ST. LOUIS -- North Carolina voters elected their first Republican governor in two decades Tuesday, fanning the GOP's hope of broadening their party's hold on governor's mansions across the country.
The victory by former Charlotte Mayor Pat McCrory came two years after Republicans snatched six governors' offices in the midterm elections. Those victories gave the party 29 governorships to 20 for Democrats and one independent entering Tuesday's elections in which 11 gubernatorial races were to be decided.
When all the ballots are counted, Republicans could have as many as 33 governorships -- the most since the 1920s and one more than they had in the 1990s.
McCrory defeated Democratic Lt. Gov. Walter Dalton to become North Carolina's first GOP chief executive since Jim Martin left office in early 1993. McCrory narrowly had lost his gubernatorial bid in 2008 to Democrat Beverly Perdue, who opted not to run this year.
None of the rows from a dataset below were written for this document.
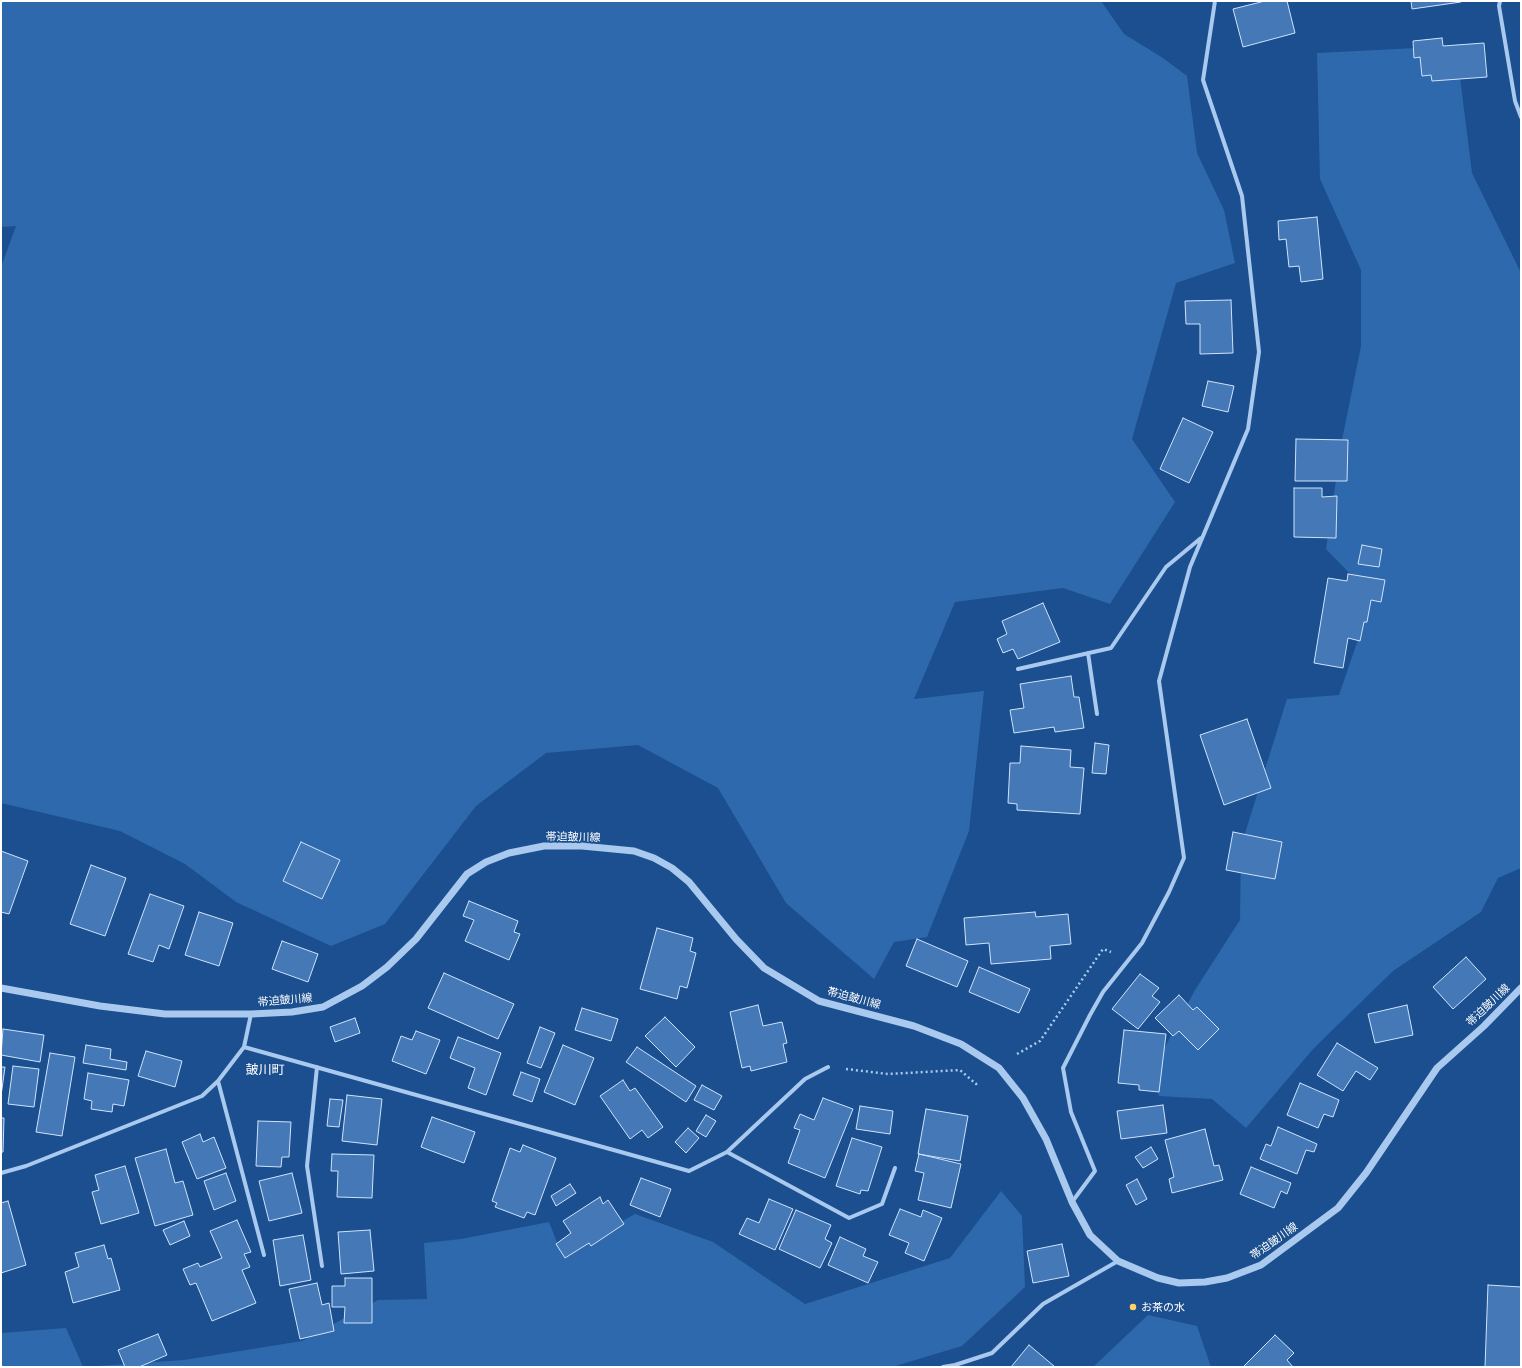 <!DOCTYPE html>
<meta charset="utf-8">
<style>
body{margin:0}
#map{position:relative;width:1522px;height:1368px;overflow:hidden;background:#1b4f8f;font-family:Ubuntu,sans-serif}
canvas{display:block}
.frame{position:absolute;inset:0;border:2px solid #fff;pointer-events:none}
</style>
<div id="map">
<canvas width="1522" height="1368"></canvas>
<div class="frame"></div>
</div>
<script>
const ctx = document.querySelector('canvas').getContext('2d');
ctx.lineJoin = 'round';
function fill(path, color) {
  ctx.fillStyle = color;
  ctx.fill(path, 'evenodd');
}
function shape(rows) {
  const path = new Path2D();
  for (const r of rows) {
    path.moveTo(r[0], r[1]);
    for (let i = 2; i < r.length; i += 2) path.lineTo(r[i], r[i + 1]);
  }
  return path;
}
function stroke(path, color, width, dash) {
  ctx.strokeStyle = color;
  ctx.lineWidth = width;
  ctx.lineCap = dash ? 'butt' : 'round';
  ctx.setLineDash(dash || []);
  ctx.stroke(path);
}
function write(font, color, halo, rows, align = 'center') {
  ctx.font = font + ' Ubuntu,"Noto Sans JP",sans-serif';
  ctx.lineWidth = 3;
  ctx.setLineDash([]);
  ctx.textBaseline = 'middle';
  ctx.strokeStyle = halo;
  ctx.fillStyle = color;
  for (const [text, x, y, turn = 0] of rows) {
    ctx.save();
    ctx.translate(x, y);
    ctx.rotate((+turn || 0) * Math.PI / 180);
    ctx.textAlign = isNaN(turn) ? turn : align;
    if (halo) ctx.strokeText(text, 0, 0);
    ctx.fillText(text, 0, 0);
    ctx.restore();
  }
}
fill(shape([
 [1,1,1101,1,1124,34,1163,58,1187,76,1197,153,1224,210,1235,263,1176,283,1132,439,1175,502,1110,604,1063,588,955,602,914,699,984,691,969,831,927,937,894,942,874,979,786,903,718,788,638,745,546,753,476,806,385,924,331,946,236,902,185,864,120,831,1,803,1,267,16,226,1,227],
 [1456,46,1472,173,1521,273,1521,868,1498,878,1481,912,1393,971,1314,1048,1246,1128,1212,1099,1159,1096,1152,1072,1195,990,1240,920,1241,846,1287,699,1339,695,1362,628,1355,579,1326,549,1341,445,1361,346,1361,270,1320,179,1317,53],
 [1001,1191,1022,1216,1025,1287,962,1346,892,1367,1,1367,1,1333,66,1328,83,1367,184,1360,302,1341,378,1300,427,1299,424,1243,461,1239,549,1222,562,1255,635,1214,713,1242,805,1304,950,1258],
 [1148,1315,1197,1326,1211,1367,1093,1367]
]), '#2e69ad');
const building = shape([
 [1265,1,1287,1,1295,33,1243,47,1233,9,1265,1],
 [1411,1,1461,1,1461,2,1412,9,1411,1],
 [1442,38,1443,46,1484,43,1487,77,1432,81,1431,75,1422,76,1420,57,1414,58,1413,41,1442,38],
 [1317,217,1323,279,1301,282,1299,266,1289,267,1286,239,1279,240,1278,221,1317,217],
 [1231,300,1233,353,1200,354,1200,324,1186,324,1185,301,1231,300],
 [1208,381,1234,386,1228,412,1202,406,1208,381],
 [1183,418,1213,432,1189,483,1160,469,1183,418],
 [1296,439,1348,440,1347,481,1295,481,1296,439],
 [1294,488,1322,488,1322,497,1337,496,1336,538,1294,537,1294,488],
 [1362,545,1382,549,1379,567,1358,564,1362,545],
 [1348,574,1385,580,1381,602,1371,600,1367,622,1364,622,1360,641,1348,638,1343,668,1314,663,1328,578,1347,581,1348,574],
 [1043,603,1060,642,1018,659,1013,649,1003,653,997,639,1007,634,1002,621,1043,603],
 [1071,676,1074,697,1079,697,1084,728,1055,732,1054,727,1014,733,1010,710,1024,708,1020,684,1071,676],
 [1247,719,1271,788,1224,805,1200,735,1247,719],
 [1095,743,1109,745,1106,774,1092,773,1095,743],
 [1021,746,1071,750,1070,767,1084,768,1080,814,1017,810,1017,804,1008,803,1010,763,1020,763,1021,746],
 [1233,832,1282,842,1275,879,1226,870,1233,832],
 [301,842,340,860,322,899,283,881,301,842],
 [1,851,28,861,9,914,1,912,1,851],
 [91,865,126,878,105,936,70,924,91,865],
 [150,894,184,906,169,949,159,945,153,962,128,954,150,894],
 [469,901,518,921,514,932,520,934,509,960,465,941,474,920,463,916,469,901],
 [199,912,233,923,219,966,185,955,199,912],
 [1035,912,1036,917,1068,914,1071,944,1050,946,1051,959,991,964,989,943,966,945,964,918,1035,912],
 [657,928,693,938,690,951,696,953,687,988,680,986,677,999,640,989,657,928],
 [917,939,968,961,957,987,906,966,917,939],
 [282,941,318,954,308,982,272,969,282,941],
 [1466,957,1486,979,1453,1009,1433,987,1466,957],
 [979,967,1030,989,1019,1013,969,992,979,967],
 [444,973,514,1004,498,1039,428,1008,444,973],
 [1140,974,1159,988,1152,996,1160,1002,1138,1029,1112,1009,1140,974],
 [1179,995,1193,1010,1197,1007,1219,1029,1198,1050,1179,1031,1173,1036,1155,1018,1179,995],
 [758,1005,763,1026,782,1022,787,1043,783,1044,787,1062,751,1071,750,1066,742,1068,730,1012,758,1005],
 [1407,1005,1413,1035,1375,1043,1368,1014,1407,1005],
 [582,1008,618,1019,611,1041,575,1030,582,1008],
 [665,1017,695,1047,676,1067,645,1036,665,1017],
 [355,1018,360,1033,335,1042,330,1027,355,1018],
 [540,1027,555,1033,541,1068,527,1063,540,1027],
 [3,1029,44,1035,40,1062,1,1055,3,1029],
 [1124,1030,1166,1034,1159,1092,1139,1090,1139,1085,1118,1083,1124,1030],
 [416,1031,440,1040,426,1074,392,1061,401,1036,412,1040,416,1031],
 [458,1037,501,1053,486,1095,468,1088,475,1068,450,1058,458,1037],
 [1337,1043,1378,1068,1370,1080,1356,1071,1343,1091,1317,1075,1337,1043],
 [86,1045,111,1049,110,1059,127,1062,126,1070,83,1063,86,1045],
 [563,1045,594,1058,575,1105,544,1092,563,1045],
 [637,1047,696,1086,686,1102,626,1062,637,1047],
 [146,1051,182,1061,175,1087,138,1076,146,1051],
 [50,1053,75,1057,62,1136,36,1132,50,1053],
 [13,1066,39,1069,34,1107,8,1104,13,1066],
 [1,1067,5,1067,1,1096,1,1067],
 [521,1072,540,1079,532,1102,513,1095,521,1072],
 [88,1073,129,1080,124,1106,113,1104,112,1112,91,1109,92,1101,84,1099,88,1073],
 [623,1080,630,1091,635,1088,663,1127,648,1138,642,1130,630,1139,600,1096,623,1080],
 [1300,1083,1339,1100,1333,1117,1324,1114,1318,1128,1287,1115,1300,1083],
 [702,1085,722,1096,714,1110,694,1100,702,1085],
 [347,1095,382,1099,377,1145,342,1141,347,1095],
 [823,1098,853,1109,825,1178,788,1163,800,1130,794,1128,800,1114,814,1120,823,1098],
 [330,1099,343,1100,339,1127,327,1126,330,1099],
 [1163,1105,1167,1133,1121,1139,1117,1111,1163,1105],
 [860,1106,893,1111,890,1134,856,1129,860,1106],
 [926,1109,968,1116,960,1161,918,1154,926,1109],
 [706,1115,716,1121,706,1137,696,1131,706,1115],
 [432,1117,475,1132,464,1163,421,1147,432,1117],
 [1,1118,4,1118,3,1152,1,1152,1,1118],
 [258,1121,291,1122,289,1157,282,1157,281,1167,256,1166,258,1121],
 [1278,1127,1317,1144,1314,1152,1306,1150,1297,1174,1260,1159,1266,1144,1271,1146,1278,1127],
 [688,1128,699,1138,686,1153,675,1142,688,1128],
 [1205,1129,1214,1166,1219,1165,1223,1180,1172,1193,1169,1179,1174,1177,1165,1140,1205,1129],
 [200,1134,203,1142,214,1137,226,1168,197,1179,182,1142,200,1134],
 [852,1138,882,1147,868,1191,861,1190,860,1194,836,1186,852,1138],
 [523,1145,556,1158,535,1215,527,1212,524,1218,495,1207,497,1203,492,1201,510,1148,520,1152,523,1145],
 [1151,1147,1158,1159,1143,1168,1135,1157,1151,1147],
 [166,1149,175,1183,183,1181,193,1215,155,1226,135,1158,166,1149],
 [332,1154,374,1155,372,1198,337,1197,338,1171,331,1171,332,1154],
 [919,1154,961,1164,951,1208,918,1200,924,1173,915,1171,919,1154],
 [125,1166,139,1213,101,1224,92,1192,99,1190,95,1175,125,1166],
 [1251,1167,1291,1183,1287,1194,1281,1191,1274,1208,1240,1194,1251,1167],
 [226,1173,236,1201,214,1210,204,1181,226,1173],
 [292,1173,302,1213,269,1221,259,1181,292,1173],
 [641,1178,671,1189,660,1217,630,1205,641,1178],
 [1137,1179,1147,1199,1136,1205,1126,1185,1137,1179],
 [570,1184,576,1193,556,1206,551,1196,570,1184],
 [600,1197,603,1204,608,1200,624,1224,591,1246,589,1243,565,1258,556,1244,571,1233,563,1221,600,1197],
 [769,1199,793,1209,775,1250,739,1234,747,1218,759,1223,769,1199],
 [8,1201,26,1265,1,1273,1,1203,8,1201],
 [900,1209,921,1217,923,1210,942,1218,924,1261,905,1253,909,1243,889,1235,900,1209],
 [796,1210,831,1225,825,1239,832,1243,820,1268,779,1249,796,1210],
 [237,1220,251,1252,244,1254,250,1267,242,1270,256,1303,212,1321,196,1283,190,1285,183,1269,198,1263,200,1267,222,1258,210,1231,237,1220],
 [184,1221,190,1236,170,1245,163,1230,184,1221],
 [370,1230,374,1271,341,1274,338,1232,370,1230],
 [303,1235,311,1280,280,1286,273,1240,303,1235],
 [840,1237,866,1249,863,1256,878,1262,868,1283,828,1265,840,1237],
 [1062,1244,1069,1276,1033,1283,1027,1251,1062,1244],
 [104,1245,108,1259,111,1258,120,1290,73,1303,65,1272,79,1267,75,1253,104,1245],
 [345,1278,372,1278,372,1323,344,1323,345,1307,332,1307,332,1286,345,1286,345,1278],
 [317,1283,322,1305,329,1303,334,1331,300,1339,289,1289,317,1283],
 [1488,1285,1521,1287,1521,1367,1485,1367,1488,1285],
 [158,1334,167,1355,139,1367,125,1367,118,1350,158,1334],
 [1275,1335,1294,1353,1287,1360,1293,1367,1243,1367,1275,1335],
 [1029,1345,1054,1366,1053,1367,1011,1367,1029,1345]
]);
fill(building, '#4478b7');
stroke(building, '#cfe3fa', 1);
stroke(shape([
 [1017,1054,1040,1041,1103,949,1111,952],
 [846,1069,888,1074,960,1070,976,1084,979,1082]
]), '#a9c9ee', 2.5, [2, 3]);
stroke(shape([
 [1500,1,1499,6,1515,101,1521,117],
 [1088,653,1097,714],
 [1018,669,1111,648,1166,567,1201,538],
 [244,1047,689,1171,727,1152,805,1079,828,1067],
 [317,1067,307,1166,322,1266],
 [218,1081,264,1255],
 [727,1152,849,1218,882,1204,895,1168],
 [1,1173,26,1166,202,1096,218,1081,244,1047,251,1014],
 [1072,1202,1095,1171,1071,1112,1063,1068,1090,1015,1103,992,1142,943,1169,892,1184,858,1159,681,1190,567,1248,429,1259,352,1242,196,1203,80,1215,1],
 [943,1367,955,1365,992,1353,1043,1304,1118,1261]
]), '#a9c9ee', 4);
stroke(shape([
 [1,988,100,1006,165,1014,251,1014,292,1012,323,1007,362,986,387,967,416,939,467,874,486,862,509,853,544,846,582,846,634,851,654,858,672,868,689,882,736,939,764,968,819,1001,914,1026,961,1044,999,1068,1023,1098,1046,1139,1072,1202,1090,1235,1118,1261,1158,1278,1179,1283,1205,1282,1227,1278,1261,1265,1338,1208,1366,1173,1437,1068,1484,1026,1521,988]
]), '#a9c9ee', 7);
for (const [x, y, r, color] of [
 [1133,1307,4,"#ffd166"]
]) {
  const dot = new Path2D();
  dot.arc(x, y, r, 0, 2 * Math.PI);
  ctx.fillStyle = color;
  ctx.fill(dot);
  stroke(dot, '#1b4f8f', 1.5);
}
write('11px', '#fff', '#1b4f8f', [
 ["帯迫皷川線",573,837,1],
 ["帯迫皷川線",854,998,15],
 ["帯迫皷川線",285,1000,-5],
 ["帯迫皷川線",1488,1005,-44],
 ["帯迫皷川線",1274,1241,-35]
]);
write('11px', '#fff', '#1b4f8f', [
 ["お茶の水",1141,1307]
], 'left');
write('13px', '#fff', '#1b4f8f', [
 ["皷川町",265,1070]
]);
</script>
Indiana voters went with Republican Mike Pence, a 12-year congressman who defeated Democrat John Gregg and Libertarian Rupert Boneham to succeed GOP Gov. Mitch Daniels, who is barred by state law from seeking a third term.
Democratic governors are leaving office in North Carolina, Montana, New Hampshire and Washington, raising Republican hopes that at least some of those offices can be flipped to the GOP. But New Hampshire's governor's mansion remained in Democratic hands Tuesday, as did those in Vermont, Delaware and West Virginia.
Chief executives of conservative North Dakota and Utah stayed in the Republican column with Tuesday's re-elections of popular incumbents. They included Jack Dalrymple, who took over two years ago in North Dakota when John Hoeven resigned to move to the Senate. Dalrymple won his first full term, defeating rancher and Democratic state Sen. Ryan Taylor.
Recent polls have shown a tight race in Washington, where the GOP hasn't occupied the governor's mansion in more than three decades.
The GOP also is competing in Missouri, the latter a state where national Republican and Democratic governors' groups have poured millions into the race between Democratic incumbent Gov. Jay Nixon and Republican businessman rival Dave Spence.
But in at least three states, Democrats easily prevailed. Gov. Peter Shumlin won another term in Vermont, Gov. Jack Markell did the same in Delaware and state Sen. Maggie Hassan was elected to lead New Hampshire.
Some pundits have suggested there isn't necessarily a national tide lifting Republicans in governor's races so much as individual circumstances in a small number of competitive states. Democrats in North Carolina, for example, saw a former governor convicted of a felony in 2010 and the current governor sullied by an investigation that led to charges against her former campaign aides.
Republicans have also been aided by a cash advantage, with the Republican Governors Association raising about twice as much as its Democratic counterpart.